Il était quatorze heures, ce mercredi 3 avril 1805.
Il dit qu'il allait se rendre à Brienne, que Joséphine continuerait avec le gros du convoi vers Lyon. Et c'est ainsi qu'en cette fin d'après-midi la berline avance parmi les paysans qui crient : « Vive l'Empereur ! »
On a dû, depuis Troyes, envoyer des courriers pour préparer l'étape.
Il regarde. Il aperçoit le château de Brienne où, une fois, il fut convié, alors qu'il n'était qu'un enfant taciturne qui rêvait à son île natale.
Sur des charrettes dont on a dételé les bœufs, des grappes de femmes et d'enfants agitent des foulards. Des feux brûlent au milieu des groupes, car il fait froid et le ciel est bas.
Il lui semble reconnaître ces bois, ces haies, ce temps des premières marches et des manœuvres. Il se souvient de chaque détail et des visages surgissent.
Les voici qui s'avancent dans la grande salle du château.
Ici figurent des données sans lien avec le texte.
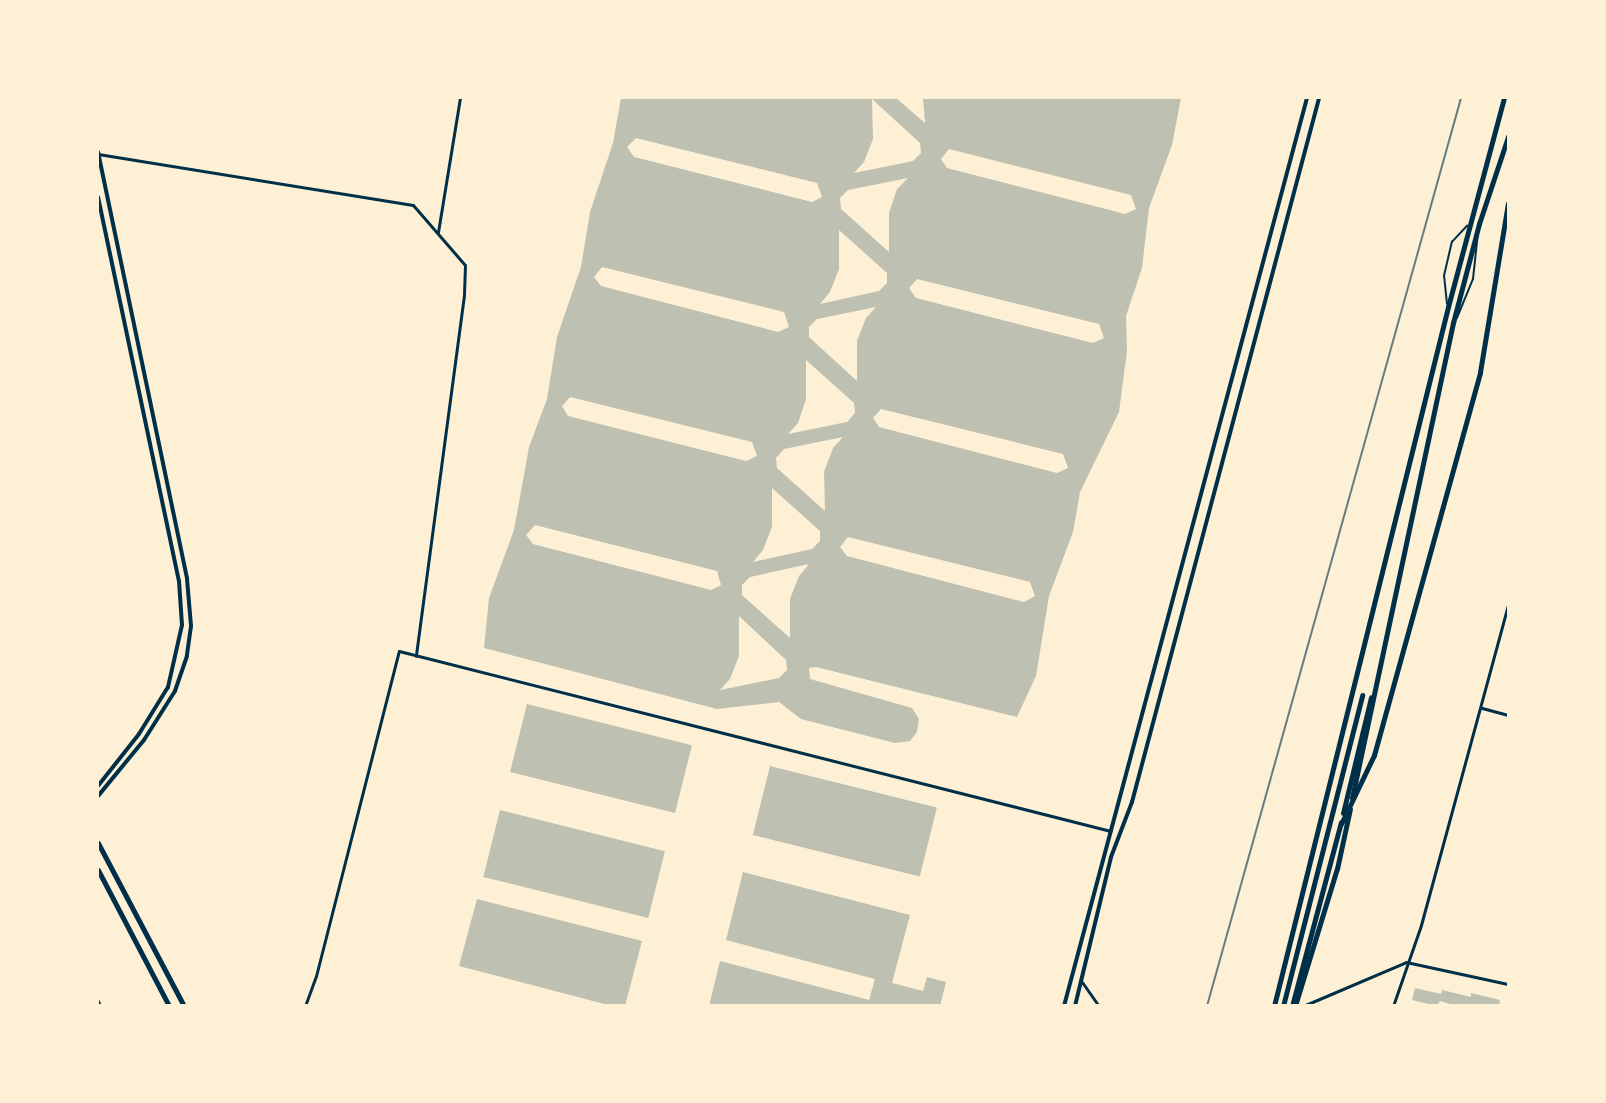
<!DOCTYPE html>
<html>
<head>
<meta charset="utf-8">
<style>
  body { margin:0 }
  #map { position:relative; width:1606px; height:1103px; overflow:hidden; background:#fdf0d5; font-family:Rubik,sans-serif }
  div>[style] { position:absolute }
  .building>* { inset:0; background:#bec0b2; transform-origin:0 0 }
  .service>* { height:1.5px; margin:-0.75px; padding:0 0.75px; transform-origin:0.75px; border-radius:0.75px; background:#003049 }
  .minor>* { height:3px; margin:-1.5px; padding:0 1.5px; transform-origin:1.5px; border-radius:1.5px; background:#003049 }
  .tertiary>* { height:4px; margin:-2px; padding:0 2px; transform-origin:2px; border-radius:2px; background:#003049 }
  .secondary>* { height:4.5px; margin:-2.25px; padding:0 2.25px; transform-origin:2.25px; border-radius:2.25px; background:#003049 }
  .primary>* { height:5px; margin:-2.5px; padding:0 2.5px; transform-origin:2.5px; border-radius:2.5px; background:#003049 }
  .trunk>* { height:5px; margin:-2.5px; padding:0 2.5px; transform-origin:2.5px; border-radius:2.5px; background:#003049 }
  .rail>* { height:2px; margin:-1px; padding:0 1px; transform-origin:1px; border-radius:1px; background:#657d81 }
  span { translate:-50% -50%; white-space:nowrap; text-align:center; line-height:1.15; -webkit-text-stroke:5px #fdf0d5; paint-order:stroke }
  .frame { position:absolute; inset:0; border:99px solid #fdf0d5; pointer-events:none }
</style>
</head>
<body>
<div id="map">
  <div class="building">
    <i style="clip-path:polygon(evenodd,621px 98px,896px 98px,925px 123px,923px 98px,1181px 98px,1172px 145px,1149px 208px,1142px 268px,1126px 316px,1127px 351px,1119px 412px,1080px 492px,1073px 532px,1049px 596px,1036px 676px,1017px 717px,816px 667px,809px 668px,810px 679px,912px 708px,919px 719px,917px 732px,910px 741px,895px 743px,801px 719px,779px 702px,717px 709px,484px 648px,489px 598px,514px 530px,529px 447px,547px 399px,557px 337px,581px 267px,590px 212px,613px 143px,621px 98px,872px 99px,920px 143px,921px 153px,913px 161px,854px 173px,864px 162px,873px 139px,872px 99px,621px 98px,636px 138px,817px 183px,822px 197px,812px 202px,634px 157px,627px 147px,636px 138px,621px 98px,949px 149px,1131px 195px,1136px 209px,1125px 214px,947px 168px,941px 159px,949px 149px,621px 98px,908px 178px,897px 189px,889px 213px,889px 252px,841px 209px,840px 198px,848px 190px,908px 178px,621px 98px,839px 230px,887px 273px,887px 283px,879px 291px,820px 304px,830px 292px,839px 269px,839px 230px,621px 98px,602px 267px,784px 312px,789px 327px,778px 332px,601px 286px,594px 277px,602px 267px,621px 98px,917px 279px,1099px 324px,1104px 338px,1093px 343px,916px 298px,909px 288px,917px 279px,621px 98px,876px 307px,866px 318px,857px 341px,857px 381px,809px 337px,809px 327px,817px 319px,876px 307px,621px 98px,806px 360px,854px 403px,855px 413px,847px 422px,788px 434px,798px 423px,806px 399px,806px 360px,621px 98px,570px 397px,752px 442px,757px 456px,746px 461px,568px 416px,562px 406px,570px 397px,621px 98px,881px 409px,1063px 454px,1068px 468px,1057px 473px,879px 427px,873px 418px,881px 409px,621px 98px,843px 437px,833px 448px,824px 472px,825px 511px,777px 468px,776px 458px,784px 449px,843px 437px,621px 98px,772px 488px,820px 531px,820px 541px,812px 549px,753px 562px,763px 550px,772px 527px,772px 488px,621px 98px,535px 525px,717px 571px,721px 585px,711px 590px,533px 544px,526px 535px,535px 525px,621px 98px,848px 537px,1030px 582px,1035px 596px,1024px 602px,847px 556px,840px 547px,848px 537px,621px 98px,809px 564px,799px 576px,790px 599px,790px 638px,742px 595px,742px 585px,750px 577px,809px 564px,621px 98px,739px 616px,786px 660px,787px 670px,779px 678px,720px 690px,730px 679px,739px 656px,739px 616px)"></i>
    <i style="left:527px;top:704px;width:170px;height:70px;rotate:14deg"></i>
    <i style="left:770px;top:766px;width:172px;height:71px;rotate:14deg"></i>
    <i style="left:500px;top:810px;width:170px;height:69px;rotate:14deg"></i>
    <i style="clip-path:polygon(743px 872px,910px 915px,892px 983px,923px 991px,927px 977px,946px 982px,940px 1006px,709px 1006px,720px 961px,869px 1000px,875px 979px,726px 940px)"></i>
    <i style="clip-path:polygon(477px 899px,642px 941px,625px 1006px,612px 1006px,459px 966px)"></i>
    <i style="clip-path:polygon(1415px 988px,1441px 994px,1442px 990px,1471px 997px,1471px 993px,1500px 1000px,1499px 1006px,1457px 1006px,1440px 1001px,1437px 1006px,1412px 1000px)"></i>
  </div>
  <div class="service">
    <i style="left:1447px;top:304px;width:28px;rotate:-96deg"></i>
    <i style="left:1444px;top:276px;width:35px;rotate:-77deg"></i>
    <i style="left:1452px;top:242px;width:22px;rotate:-47deg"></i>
    <i style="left:1457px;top:318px;width:42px;rotate:-67.7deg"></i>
    <i style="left:1473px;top:279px;width:46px;rotate:-83.8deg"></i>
  </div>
  <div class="minor">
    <i style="left:98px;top:154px;width:319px;rotate:9.2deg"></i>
    <i style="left:413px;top:205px;width:79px;rotate:49.1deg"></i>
    <i style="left:465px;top:265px;width:30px;rotate:92deg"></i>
    <i style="left:464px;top:295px;width:364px;rotate:97.6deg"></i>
    <i style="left:438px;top:232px;width:136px;rotate:-80.7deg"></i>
    <i style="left:1482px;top:708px;width:27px;rotate:15deg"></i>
    <i style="left:1082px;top:982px;width:29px;rotate:55deg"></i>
    <i style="left:98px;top:1001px;width:5px;rotate:68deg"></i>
    <i style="left:305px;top:1006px;width:32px;rotate:-70deg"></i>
    <i style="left:316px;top:976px;width:335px;rotate:-75.7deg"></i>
    <i style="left:399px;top:651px;width:734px;rotate:14.19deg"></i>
    <i style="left:1303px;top:1006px;width:112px;rotate:-23.1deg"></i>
    <i style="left:1406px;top:962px;width:104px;rotate:12.2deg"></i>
    <i style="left:1393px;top:1006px;width:86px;rotate:-70.9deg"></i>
    <i style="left:1421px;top:925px;width:333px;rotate:-74.8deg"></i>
  </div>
  <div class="tertiary">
    <i style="left:98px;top:152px;width:436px;rotate:78.2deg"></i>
    <i style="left:187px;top:579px;width:47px;rotate:85.1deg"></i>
    <i style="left:191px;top:626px;width:30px;rotate:98deg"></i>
    <i style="left:187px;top:656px;width:37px;rotate:109deg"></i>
    <i style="left:175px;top:691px;width:58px;rotate:122.3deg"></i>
    <i style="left:144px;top:740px;width:72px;rotate:129.4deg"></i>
    <i style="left:98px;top:197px;width:392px;rotate:78.1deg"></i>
    <i style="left:179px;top:581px;width:44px;rotate:86.1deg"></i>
    <i style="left:182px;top:625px;width:64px;rotate:102.7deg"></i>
    <i style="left:168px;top:687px;width:55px;rotate:121.7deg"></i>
    <i style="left:139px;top:734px;width:66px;rotate:128.3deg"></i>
    <i style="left:1064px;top:1006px;width:940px;rotate:-75.02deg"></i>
    <i style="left:1075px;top:1006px;width:153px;rotate:-76.4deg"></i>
    <i style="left:1111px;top:857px;width:59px;rotate:-69.1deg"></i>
    <i style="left:1132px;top:802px;width:728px;rotate:-75.12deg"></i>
  </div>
  <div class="secondary">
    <i style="left:1352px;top:798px;width:486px;rotate:-78deg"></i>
    <i style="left:1453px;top:323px;width:102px;rotate:-75.3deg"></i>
    <i style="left:1479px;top:224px;width:92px;rotate:-71.6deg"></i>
    <i style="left:1274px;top:1006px;width:720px;rotate:-76.02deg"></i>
    <i style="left:1448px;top:307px;width:216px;rotate:-75deg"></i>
    <i style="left:1295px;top:1006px;width:143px;rotate:-73deg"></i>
    <i style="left:1337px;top:869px;width:61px;rotate:-77.8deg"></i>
  </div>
  <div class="primary">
    <i style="left:98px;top:843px;width:184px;rotate:62.2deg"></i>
    <i style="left:98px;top:870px;width:153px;rotate:62.4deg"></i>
  </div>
  <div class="trunk">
    <i style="left:1343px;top:813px;width:119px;rotate:-76.4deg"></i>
    <i style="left:1341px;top:824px;width:76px;rotate:-64.4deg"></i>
    <i style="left:1374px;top:755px;width:397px;rotate:-74.5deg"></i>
    <i style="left:1480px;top:372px;width:171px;rotate:-80.6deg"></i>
    <i style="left:1283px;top:1006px;width:321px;rotate:-75.7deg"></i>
    <i style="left:1292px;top:1006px;width:190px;rotate:-75.1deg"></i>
  </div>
  <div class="rail">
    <i style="left:1207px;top:1006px;width:943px;rotate:-74.37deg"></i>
  </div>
  <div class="frame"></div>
</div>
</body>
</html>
L'école n'est plus qu'un champ de ruines, lui dit-on. La Révolution, soupire-t-on, est passée comme une tornade. Les bâtiments ont été saccagés, vendus, abandonnés, détruits.
Il se tient dans l'embrasure d'une fenêtre. Mme de Brienne va le conduire à la chambre qu'occupait autrefois, lors de ses séjours, le duc d'Orléans.
Il cherche à distinguer, dans l'obscurité qui tombe, les ruines de l'école. Il s'y rendra demain matin, à l'aube.
Puis il dit :
- Le temps de la Révolution est fini, il n'y a plus en France qu'un seul parti.
Il fait nuit encore.
Mais l'hiver, enfant, il était debout, à cette heure-là, dans le dortoir de l'école. Il avait froid, toujours froid. Et peut-être ce froid ne l'a-t-il jamais quitté.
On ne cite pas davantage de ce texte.